The Electoral College is mandated by our Constitution (basis in racism but that’s another story) but democracy and intent lost out when state politicians made changes in how an individual’s vote is counted. The ‘winner take all’ aspect erases any hint of democracy/one man-one vote and tells many voters that their vote really does not count so why bother.
(3) Many Americans mistakenly believed that race issues in this country were solved in the 1960s but not so. They were merely buried, pushed underground where they festered and grew like an infection that scabbed over before healing. The election and service of a black man as President whose 8-year term was successful in spite of overwhelming opposition further intensified the infection but it remained mostly hidden. Then along comes a man who is not only openly loud and proud of being racist, bigoted and misogynistic but who is given fame, power and accolades because of it. Trump told us who and what he was well before the election and we still gave him the job. Scab is off! Society says it’s good to be all that and and it’s OK to finally let it all out.
Somehow the ‘rightness’ of living is not there anymore and we don’t know how to handle it. Doing the right thing is old fashioned. American pride is tarnished and we aren’t sure it will come back.

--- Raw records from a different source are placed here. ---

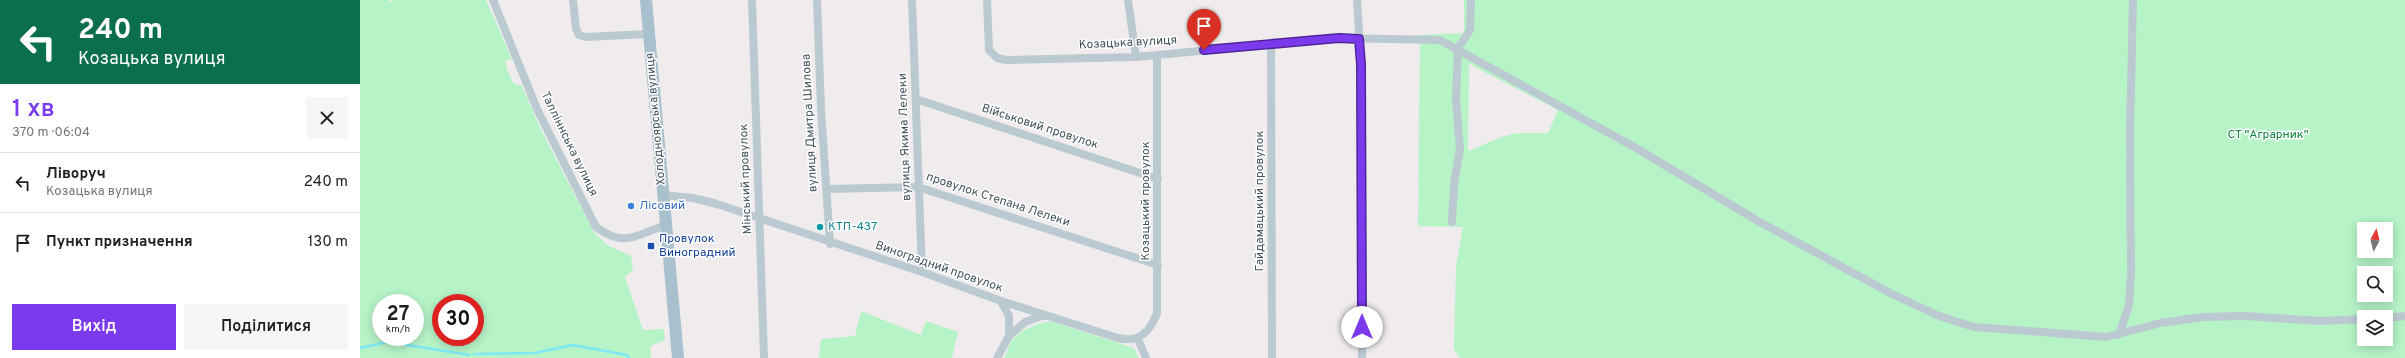 <!DOCTYPE html>
<html lang="uk">
<meta charset="utf-8">
<style>
body{margin:0;font-family:Overpass,sans-serif;background:#f6f6f6;color:#202124;height:100vh;display:flex;flex-direction:column;font-size:15px;white-space:nowrap}
*{box-sizing:border-box;margin:0}
p{font-size:13px;color:#757577}
.icon{flex:none;width:22px;height:22px;fill:none;stroke:currentColor;stroke-width:2;stroke-linecap:round;stroke-linejoin:round}
.map{position:relative;flex:1;overflow:hidden}
.details{display:flex;flex-direction:column;background:#fff;width:360px}
.details>*{flex:none}
.guide{background:#0b6e4f;color:#fff;overflow:hidden}
.needle{width:26px;rotate:7deg}
.controls{position:absolute;left:1997px;top:222px;display:grid;gap:8px}
.controls a{display:grid;place-items:center;width:36px;height:36px;border-radius:0px;background:#fff;box-shadow:0 2px 10px #0003;font-size:20px}
.speed{position:absolute;left:12px;top:294px;display:flex;gap:8px;font-size:20px;font-weight:700;text-align:center}
.speed>*{display:grid;place-content:center;width:52px;height:52px;border-radius:50%;background:#fff;box-shadow:0 2px 10px #0003;line-height:1}
.speed small{font-size:10px;font-weight:400}
.speed .limit{border:6px solid #d22;background:#fff;color:#111}
.pin{position:absolute;display:grid;place-items:center;width:34px;height:34px;color:#fff;margin:-41px -17px;border-radius:50% 50% 50% 0;rotate:-45deg;box-shadow:0 0 4px #0007}
.pin .icon{rotate:45deg}
.me{position:absolute;width:44px;margin:-22px;rotate:0deg;stroke-linejoin:round;filter:drop-shadow(0 0 3px #0008)}
.turn{display:flex;align-items:center;gap:14px;height:84px;padding:0 12px;font-size:18px}
.turn .icon{width:52px;height:52px;stroke-width:2.5}
.turn b{display:block;font-size:28px;line-height:34px}
.round{display:grid;place-items:center;flex:none;width:42px;height:42px;border-radius:0px;background:#f6f6f6}
.headline{display:flex;align-items:center;justify-content:space-between;height:68px;padding:0 12px}
h1{font-size:24px;font-weight:600;line-height:30px;color:#7c3aed}
.button{display:flex;gap:8px;margin-top:auto;padding:8px 12px}
.button a{flex:1;height:46px;border-radius:0px;background:#7c3aed;color:#fff;font-size:16px;font-weight:600;line-height:46px;text-align:center}
.button a+a{background:#f6f6f6;color:#202124}
ul{padding:0;list-style:none}
li{display:flex;align-items:center;gap:12px;height:60px;padding:0 12px;border-top:1px solid #e0e0e0}
li div{flex:1}
li b{display:block;font-size:15px}
li em{font-style:normal}
main{display:flex;flex:1;min-height:0}
.map>svg:first-child{display:block}
.green{fill:#b6f3c7;fill-rule:evenodd}
.lines{fill:none;stroke-linecap:round;stroke-linejoin:round}
.stream{stroke:#7ee8f4;stroke-width:2.5}
.street{stroke:#bbcad1;stroke-width:8}
.primary{stroke:#a9c0cf;stroke-width:12}
.route-casing{stroke:#51269a;stroke-width:10}
.route{stroke:#7c3aed;stroke-width:7}
.shop-dot{fill:#3f7fe0;stroke:#fff;stroke-width:1.5}
.culture-dot{fill:#0f9aa8;stroke:#fff;stroke-width:1.5}
.transit-dot{fill:#1a4fb4;stroke:#fff;stroke-width:1.5}
.labels{text-anchor:middle;dominant-baseline:central;stroke-width:3;stroke-linejoin:round;paint-order:stroke}
.street-label{font-size:12px;fill:#43535c;stroke:#fff}
.park-label{font-size:12px;fill:#0e833c;stroke:#fff}
.shop-label{font-size:12px;fill:#366cbe;stroke:#fff;text-anchor:start}
.culture-label{font-size:12px;fill:#0d838f;stroke:#fff;text-anchor:start}
.transit-label{font-size:12px;fill:#164399;stroke:#fff;text-anchor:start}
</style>
<main>
<section class="details">
<div class="guide">
<div class="turn"><svg class="icon" aria-label="left" viewBox="0 0 24 24"><path d="M17 20v-9H6M10 6l-5 5 5 5"/></svg><div><b>240 m</b>Козацька вулиця</div></div>
</div>
<div class="headline"><div><h1>1 хв</h1><p>370 m · 06:04</p></div><a class="round"><svg class="icon" aria-label="close" viewBox="0 0 24 24"><path d="M6 6l12 12M18 6L6 18"/></svg></a></div>
<ul>
<li><svg class="icon" aria-label="left" viewBox="0 0 24 24"><path d="M17 20v-9H6M10 6l-5 5 5 5"/></svg><div><b>Ліворуч</b><p>Козацька вулиця</p></div><em>240 m</em></li>
<li><svg class="icon" aria-label="arrive" viewBox="0 0 24 24"><path d="M6 21V4h12l-3 4 3 4H6"/></svg><div><b>Пункт призначення</b></div><em>130 m</em></li>
</ul>
<div class="button"><a>Вихід</a><a>Поділитися</a></div>
</section>
<div class="map">
<svg width="2045" height="358" viewBox="0 0 2045 358">
<rect width="100%" height="100%" fill="#f0eced"/>
<path class="green" d="M0,0H29V2L35,0H126L152,59L145,61L148,72L154,84L162,86L181,130L234,232L247,245L271,256L273,269L265,277L283,330L304,329L305,340L290,346L291,358H0ZM21,303H55V337H21ZM81,303H115V337H81Z
M1104,0H2045V358H1100L1094,349L1096,265L1103,227L1058,226L1060,35L1104,33ZM1109,64L1198,110L1188,133H1159L1144,136L1108,151ZM2004,229H2026V251H2004ZM2004,273H2026V295H2004ZM2004,317H2026V339H2004Z
M501,311L561,335L566,321L598,332L592,358H459L461,339L495,336Z
M690,321L774,348L779,358H644C647,353 649,345 652,340C662,329 676,324 690,321Z"/>
<g class="lines">
<path class="stream" d="M0,348L28,342L110,355
M114,354L175,353L213,345L267,355L269,358"/>
<path class="street" d="M133,0L177,109L236,227C266,249 277,234 306,225
M213,0L216,29L219,35L226,37L289,34
M392,0L404,358
M457,0L461,109L470,244
M552,0L562,272
M627,0L629,50L637,58L646,60L776,57L979,38L1080,40L1276,148L1398,221L1532,294L1579,316L1614,327L1747,337L1801,323L1843,317L1885,316L1960,321L2004,319
M768,0L776,57
M997,0L1001,64L1002,358
M911,44L912,358
M556,99L798,179
M466,189L558,187L798,265
M303,195L333,198L357,204L562,272L641,301L758,338C779,343 790,332 797,313V56
M1092,222L1094,184L1100,149L1096,99L1098,48L1110,30L1111,0
M2026,318L2045,316
M1759,335L1769,305L1771,273L1770,133L1773,0
M649,336L665,322L684,315
M778,339L786,358
M637,358L649,336V316L641,301"/>
<path class="primary" d="M286,0L318,358"/>
</g>
<g class="lines">
<defs>
<path id="route" d="M844,50L979,38L999,39L1001,64L1002,327"/>
</defs>
<use href="#route" class="route-casing"/>
<use href="#route" class="route"/>
</g>
<circle class="shop-dot" cx="271" cy="206" r="4"/>
<circle class="culture-dot" cx="460" cy="227" r="4"/>
<rect class="transit-dot" x="287" y="242" width="8" height="8" rx="2"/>
<g class="labels">
<g class="street-label">
<text transform="translate(768 43) rotate(-3)">Козацька вулиця</text>
<text transform="translate(296 119) rotate(-95)">Холодноярська вулиця</text>
<text transform="translate(450 123) rotate(-93)">вулиця Дмитра Шилова</text>
<text transform="translate(680 127) rotate(18)">Військовий провулок</text>
<text transform="translate(545 137) rotate(-92)">вулиця Якима Лелеки</text>
<text transform="translate(209 144) rotate(64)">Талліннська вулиця</text>
<text transform="translate(386 179) rotate(-92)">Мінський провулок</text>
<text transform="translate(638 200) rotate(18)">провулок Степана Лелеки</text>
<text transform="translate(786 201) rotate(-90)">Козацький провулок</text>
<text transform="translate(900 201) rotate(-90)">Гайдамацький провулок</text>
<text transform="translate(579 267) rotate(19)">Виноградний провулок</text>
</g>
<g class="park-label">
<text x="1908" y="135">СТ "Аграрник"</text>
</g>
<g class="shop-label">
<text x="279" y="206">Лісовий</text>
</g>
<g class="culture-label">
<text x="468" y="227">КТП-437</text>
</g>
<g class="transit-label">
<text x="299" y="239">Провулок<tspan x="299" dy="14">Виноградний</tspan></text>
</g>
</g>
</svg>
<div class="controls">
<a><svg class="needle" viewBox="-14 -14 28 28"><path d="M0-13l5 13h-10z" fill="#e53935"/><path d="M0 13l5-13h-10z" fill="#757577"/></svg></a>
<a><svg class="icon" aria-label="search" viewBox="0 0 24 24"><circle cx="10" cy="10" r="6"/><path d="M15 15l6 6"/></svg></a>
<a><svg class="icon" aria-label="layers" viewBox="0 0 24 24"><path d="M12 4l9 5-9 5-9-5zM3 14l9 5 9-5"/></svg></a>
</div>
<div class="speed"><div>27<small>km/h</small></div><div class="limit">30</div></div>
<div class="pin" style="left:844px;top:50px;background:#d93025"><svg class="icon" aria-label="arrive" viewBox="0 0 24 24"><path d="M6 21V4h12l-3 4 3 4H6"/></svg></div>
<svg class="me" style="left:1002px;top:327px" viewBox="-20 -20 40 40"><circle r="19" fill="#fff"/><path d="M0-13L10 11 0 6-10 11z" fill="#7c3aed"/></svg>
</div>
</main>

So we’ve gone a little mad.
At 87, I feel I’m more of an observer of life than a participant. I’ve lived through the good, the bad and the indifferent and survived with deteriorated body but fairly intact brain. I’m about done with this life and ready to see what adventure comes next. However, I have children, grandchildren and great grandchildren and wonder about what kind of America they will have.
Your brain, Bee, appears to be more intact than some 27 year olds I know.
Yes.. Lunacy runs strong in the USA… and with hundreds of millions of guns floating around… a virulant internet spreading misinformation and foreign actors imbedded in the highest office of the land seeking our destruction , ” sectarian ” violence on a national level is the next logical step… no matter who wins the White House…
I go out and walk three miles in the morning through a coastal southern community – (and here it is still a community) – in which I know that five out of six voters I see do not vote as I do, and this much you can see as if tattooed on their foreheads from fifty feet away. And I do hate that sumbich Trump, but many of the men I see are construction, tradesmen, and maintenance and landscaping guys, and I’ve done that kind of work a lot. And many of the women I see are bank tellers and real estate agents and waitresses, where the work is often boring, poor-paying and frustrating, even degrading, and many are trapped in their situations by poor choices and bad luck and overwhelming obligation. When you look at them like that, it doesn’t seem to matter much how they vote. To believe in this livin’ is just a hard way to go.
I’m not certain that I can answer the question anymore. At 67, normally living alone, I know my fears of guerrilla-style civil unrest won’t allow me to put up political yard signs for fear of retribution with Confederate flags being paraded almost daily. I know my home is now armed with the addition of security cameras, a 9mm & a shotgun for the same reasons. I know my son & I are accumulating items for a bug-out escape if needed. I believe the answer lies in political pedagogy & hubris at the expense of national dialogue for one reason only: 4 more years.